Beroukhim Rameen, Lin Ming, Park Yuhyun, Hao Ke, Zhao Xiaojun, Garraway Levi A, Fox Edward A, Hochberg Ephraim P, Mellinghoff Ingo K, Hofer Matthias D, Descazeaud Aurelien, Rubin Mark A, Meyerson Matthew, Wong Wing Hung, Sellers William R, Li Cheng
Department of Biostatistics and Computational Biology, Dana-Farber Cancer Institute, Boston, Massachusetts, USA.
PLoS Comput Biol. 2006 May;2(5):e41. doi: 10.1371/journal.pcbi.0020041. Epub 2006 May 12.
Loss of heterozygosity (LOH) of chromosomal regions bearing tumor suppressors is a key event in the evolution of epithelial and mesenchymal tumors. Identification of these regions usually relies on genotyping tumor and counterpart normal DNA and noting regions where heterozygous alleles in the normal DNA become homozygous in the tumor. However, paired normal samples for tumors and cell lines are often not available. With the advent of oligonucleotide arrays that simultaneously assay thousands of single-nucleotide polymorphism (SNP) markers, genotyping can now be done at high enough resolution to allow identification of LOH events by the absence of heterozygous loci, without comparison to normal controls. Here we describe a hidden Markov model-based method to identify LOH from unpaired tumor samples, taking into account SNP intermarker distances, SNP-specific heterozygosity rates, and the haplotype structure of the human genome. When we applied the method to data genotyped on 100 K arrays, we correctly identified 99% of SNP markers as either retention or loss. We also correctly identified 81% of the regions of LOH, including 98% of regions greater than 3 megabases. By integrating copy number analysis into the method, we were able to distinguish LOH from allelic imbalance. Application of this method to data from a set of prostate samples without paired normals identified known regions of prevalent LOH. We have developed a method for analyzing high-density oligonucleotide SNP array data to accurately identify of regions of LOH and retention in tumors without the need for paired normal samples.

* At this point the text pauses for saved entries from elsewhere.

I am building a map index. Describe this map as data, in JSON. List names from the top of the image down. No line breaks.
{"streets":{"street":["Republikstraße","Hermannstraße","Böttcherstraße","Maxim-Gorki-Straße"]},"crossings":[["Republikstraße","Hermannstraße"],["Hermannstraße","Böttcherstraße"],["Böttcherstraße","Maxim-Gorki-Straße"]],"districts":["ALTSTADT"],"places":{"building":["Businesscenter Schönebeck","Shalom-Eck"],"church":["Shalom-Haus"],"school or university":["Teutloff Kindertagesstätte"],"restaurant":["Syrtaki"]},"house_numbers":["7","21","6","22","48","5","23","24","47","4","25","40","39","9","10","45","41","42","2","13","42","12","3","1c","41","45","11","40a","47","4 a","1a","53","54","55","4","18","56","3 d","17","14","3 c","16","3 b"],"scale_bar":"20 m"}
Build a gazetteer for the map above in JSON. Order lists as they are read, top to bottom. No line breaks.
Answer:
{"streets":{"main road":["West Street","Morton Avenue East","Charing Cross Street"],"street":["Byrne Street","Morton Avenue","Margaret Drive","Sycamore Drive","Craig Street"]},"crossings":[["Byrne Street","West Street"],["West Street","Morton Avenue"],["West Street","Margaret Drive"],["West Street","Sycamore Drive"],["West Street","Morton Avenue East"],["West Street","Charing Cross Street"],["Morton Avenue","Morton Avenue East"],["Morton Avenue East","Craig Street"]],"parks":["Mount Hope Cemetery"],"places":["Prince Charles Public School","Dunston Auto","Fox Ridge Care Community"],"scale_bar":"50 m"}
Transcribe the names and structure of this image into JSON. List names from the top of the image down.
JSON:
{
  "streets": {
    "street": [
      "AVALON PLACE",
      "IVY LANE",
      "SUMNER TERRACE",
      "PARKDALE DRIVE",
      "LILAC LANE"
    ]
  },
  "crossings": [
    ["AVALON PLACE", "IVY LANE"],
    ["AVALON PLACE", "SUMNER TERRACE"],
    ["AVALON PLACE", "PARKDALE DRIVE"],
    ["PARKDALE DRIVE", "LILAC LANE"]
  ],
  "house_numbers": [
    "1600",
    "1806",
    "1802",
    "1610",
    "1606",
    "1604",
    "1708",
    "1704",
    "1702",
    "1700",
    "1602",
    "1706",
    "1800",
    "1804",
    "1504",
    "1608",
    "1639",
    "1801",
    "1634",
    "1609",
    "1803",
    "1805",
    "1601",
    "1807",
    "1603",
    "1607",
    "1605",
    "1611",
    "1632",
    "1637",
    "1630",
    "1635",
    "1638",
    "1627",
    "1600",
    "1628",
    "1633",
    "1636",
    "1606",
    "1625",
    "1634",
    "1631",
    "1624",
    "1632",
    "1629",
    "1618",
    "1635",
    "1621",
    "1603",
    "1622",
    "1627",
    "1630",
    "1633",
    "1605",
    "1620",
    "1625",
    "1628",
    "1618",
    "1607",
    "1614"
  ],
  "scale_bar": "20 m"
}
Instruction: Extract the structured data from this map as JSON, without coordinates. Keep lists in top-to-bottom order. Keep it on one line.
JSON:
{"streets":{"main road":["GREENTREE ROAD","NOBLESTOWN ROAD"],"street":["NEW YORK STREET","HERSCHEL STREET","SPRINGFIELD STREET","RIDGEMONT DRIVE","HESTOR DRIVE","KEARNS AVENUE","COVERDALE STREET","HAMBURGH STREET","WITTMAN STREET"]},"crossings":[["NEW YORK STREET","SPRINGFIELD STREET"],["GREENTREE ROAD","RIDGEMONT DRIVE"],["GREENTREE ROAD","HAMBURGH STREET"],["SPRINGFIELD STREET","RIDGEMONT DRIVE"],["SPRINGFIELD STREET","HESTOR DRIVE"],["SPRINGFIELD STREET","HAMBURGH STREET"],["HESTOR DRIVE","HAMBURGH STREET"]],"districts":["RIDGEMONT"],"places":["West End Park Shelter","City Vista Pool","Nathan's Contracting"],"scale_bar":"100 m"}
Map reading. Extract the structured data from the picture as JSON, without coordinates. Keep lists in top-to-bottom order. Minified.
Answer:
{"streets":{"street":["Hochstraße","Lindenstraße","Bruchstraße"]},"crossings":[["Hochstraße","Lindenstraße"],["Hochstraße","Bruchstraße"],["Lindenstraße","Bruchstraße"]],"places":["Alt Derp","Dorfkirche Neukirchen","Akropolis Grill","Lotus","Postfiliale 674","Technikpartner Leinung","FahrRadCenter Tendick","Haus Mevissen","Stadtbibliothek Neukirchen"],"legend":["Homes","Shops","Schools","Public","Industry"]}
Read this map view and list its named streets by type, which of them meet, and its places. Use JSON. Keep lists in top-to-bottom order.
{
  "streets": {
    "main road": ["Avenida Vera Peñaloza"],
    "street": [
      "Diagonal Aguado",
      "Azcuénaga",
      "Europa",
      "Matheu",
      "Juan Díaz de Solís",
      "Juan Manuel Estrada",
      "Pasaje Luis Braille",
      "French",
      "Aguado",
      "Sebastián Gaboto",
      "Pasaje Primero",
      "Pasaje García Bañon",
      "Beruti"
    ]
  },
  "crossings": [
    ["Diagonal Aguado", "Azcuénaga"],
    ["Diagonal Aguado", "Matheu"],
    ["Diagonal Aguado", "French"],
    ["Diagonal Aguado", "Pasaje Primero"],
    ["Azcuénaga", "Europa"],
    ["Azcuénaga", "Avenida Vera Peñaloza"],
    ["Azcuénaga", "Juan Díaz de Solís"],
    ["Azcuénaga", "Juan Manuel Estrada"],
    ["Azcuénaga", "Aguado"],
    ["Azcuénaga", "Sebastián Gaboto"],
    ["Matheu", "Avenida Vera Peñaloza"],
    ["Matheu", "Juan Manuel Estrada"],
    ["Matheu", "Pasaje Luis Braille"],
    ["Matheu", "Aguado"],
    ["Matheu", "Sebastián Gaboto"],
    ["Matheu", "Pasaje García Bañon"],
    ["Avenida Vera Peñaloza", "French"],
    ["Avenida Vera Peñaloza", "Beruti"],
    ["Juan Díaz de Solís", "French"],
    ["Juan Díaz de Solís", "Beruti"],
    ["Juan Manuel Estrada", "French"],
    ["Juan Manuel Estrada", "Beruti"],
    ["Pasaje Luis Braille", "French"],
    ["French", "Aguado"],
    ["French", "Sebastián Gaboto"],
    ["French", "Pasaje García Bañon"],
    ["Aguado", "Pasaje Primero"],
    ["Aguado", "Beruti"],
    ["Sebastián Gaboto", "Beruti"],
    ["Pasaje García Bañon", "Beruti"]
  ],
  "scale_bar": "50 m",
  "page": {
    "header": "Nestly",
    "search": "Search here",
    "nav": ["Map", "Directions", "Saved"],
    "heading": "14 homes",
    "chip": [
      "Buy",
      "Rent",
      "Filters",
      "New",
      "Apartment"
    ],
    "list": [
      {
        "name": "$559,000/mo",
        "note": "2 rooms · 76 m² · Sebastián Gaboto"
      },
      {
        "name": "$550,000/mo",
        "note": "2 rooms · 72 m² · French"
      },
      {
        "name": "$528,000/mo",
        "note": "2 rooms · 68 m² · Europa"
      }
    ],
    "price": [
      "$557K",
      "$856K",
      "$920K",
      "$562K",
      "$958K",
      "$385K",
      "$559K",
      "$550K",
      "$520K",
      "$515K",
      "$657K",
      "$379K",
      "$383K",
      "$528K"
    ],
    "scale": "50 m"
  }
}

携带肿瘤抑制基因的染色体区域杂合性缺失(LOH)是上皮性和间叶性肿瘤发生发展中的关键事件。这些区域的鉴定通常依赖于对肿瘤及相应正常DNA进行基因分型,并记录正常DNA中的杂合等位基因在肿瘤中变为纯合的区域。然而,肿瘤和细胞系的配对正常样本往往难以获得。随着能同时检测数千个单核苷酸多态性(SNP)标记的寡核苷酸阵列的出现,现在可以以足够高的分辨率进行基因分型,从而通过杂合位点的缺失来鉴定LOH事件,而无需与正常对照进行比较。在此,我们描述了一种基于隐马尔可夫模型的方法,用于从未配对的肿瘤样本中鉴定LOH,该方法考虑了SNP标记间的距离、SNP特异性杂合率以及人类基因组的单倍型结构。当我们将该方法应用于在100K阵列上进行基因分型的数据时,我们正确地将99%的SNP标记鉴定为保留或缺失。我们还正确地鉴定出了81%的LOH区域,包括98%大于3兆碱基的区域。通过将拷贝数分析整合到该方法中,我们能够区分LOH和等位基因失衡。将该方法应用于一组无配对正常样本的前列腺样本数据,鉴定出了已知的普遍存在LOH的区域。我们开发了一种分析高密度寡核苷酸SNP阵列数据的方法,无需配对正常样本即可准确鉴定肿瘤中的LOH区域和保留区域。